Inside, where most visitors might assume she kept her dinnerware and linens, was a second d
oor, fitted with an electronic keypad. The perks of renting a cabin from a former spook, she thought with a grimace as she punched in the code and the door lock disengaged.
Beyond the steel-reinforced door lay a small room about the size of a walk-in pantry, which was apparently what it had been at one time. There had been shelves lining the walls when Quinn bought the place, he’d told her, but he’d removed them to make room for her computer equipment.
Equipment she was about to have to destroy, just as soon as she finished loading her files to the secure flash drives she’d purchased.
And the sooner she got to work, the sooner she could leave the dust of Purgatory, Tennessee, behind her.
* * *
“SHE DITCHED YOU at an urgent-care clinic without even waiting to see if you had a head injury?” Riley’s eyebrows nearly reached his hairline as he walked with Jack out to the clinic’s parking lot. “Good Lord, son, what did you do to the woman?”
“Besides steal seven grand, gamble it away and humiliate her in an Amarillo honky-tonk?” Jack grimaced as he climbed into the passenger seat. The wound in the back of his head had required six stitches and still hurt like hell, despite the local anesthetic. Or maybe that was just his conscience.

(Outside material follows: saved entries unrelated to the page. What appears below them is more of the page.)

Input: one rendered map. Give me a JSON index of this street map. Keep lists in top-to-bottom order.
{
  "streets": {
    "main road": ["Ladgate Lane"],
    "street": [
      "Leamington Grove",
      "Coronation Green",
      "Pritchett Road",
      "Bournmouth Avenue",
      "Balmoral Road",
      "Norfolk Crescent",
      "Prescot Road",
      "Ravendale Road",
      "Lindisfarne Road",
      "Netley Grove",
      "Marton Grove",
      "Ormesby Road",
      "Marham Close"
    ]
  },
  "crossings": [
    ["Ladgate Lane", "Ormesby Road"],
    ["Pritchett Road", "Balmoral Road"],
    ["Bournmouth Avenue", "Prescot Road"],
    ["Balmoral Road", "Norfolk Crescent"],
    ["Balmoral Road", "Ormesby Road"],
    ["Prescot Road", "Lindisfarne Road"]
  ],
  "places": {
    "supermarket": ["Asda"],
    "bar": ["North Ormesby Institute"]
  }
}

“And now you have to go retrieve your truck from her backyard.”
“Well, technically, it’s just down the road.”
“Any chance she’ll key the paint job and slash your tires?”

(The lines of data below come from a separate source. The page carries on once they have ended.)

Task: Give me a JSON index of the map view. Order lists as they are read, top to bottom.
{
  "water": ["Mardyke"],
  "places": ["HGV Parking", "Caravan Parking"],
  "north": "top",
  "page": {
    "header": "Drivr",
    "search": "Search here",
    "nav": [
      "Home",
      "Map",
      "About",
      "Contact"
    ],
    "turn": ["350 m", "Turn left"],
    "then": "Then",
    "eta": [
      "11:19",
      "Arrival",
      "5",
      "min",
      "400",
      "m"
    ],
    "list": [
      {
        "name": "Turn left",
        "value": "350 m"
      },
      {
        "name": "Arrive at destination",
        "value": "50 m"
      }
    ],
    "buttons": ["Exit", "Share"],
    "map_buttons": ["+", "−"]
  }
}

Before seeing Mara again, Jack would have said no. But she had changed in the past four years. Drastically. “Let’s just hope she got her revenge by leaving me wounded to fend for myself.”
Riley’s side-eye glance was a thing of sarcastic beauty. “Poor you.”
“Seriously, Riley, a big man dressed in camo attacked her right there at her cabin and she didn’t want to call the cops.” Jack shook his head and immediately regretted it as the stitches pulled, sending a stinging pain through his scalp. “What the hell is going on?”
“Maybe you should call the local cops and make a report,” Riley suggested. “The guy assaulted you.”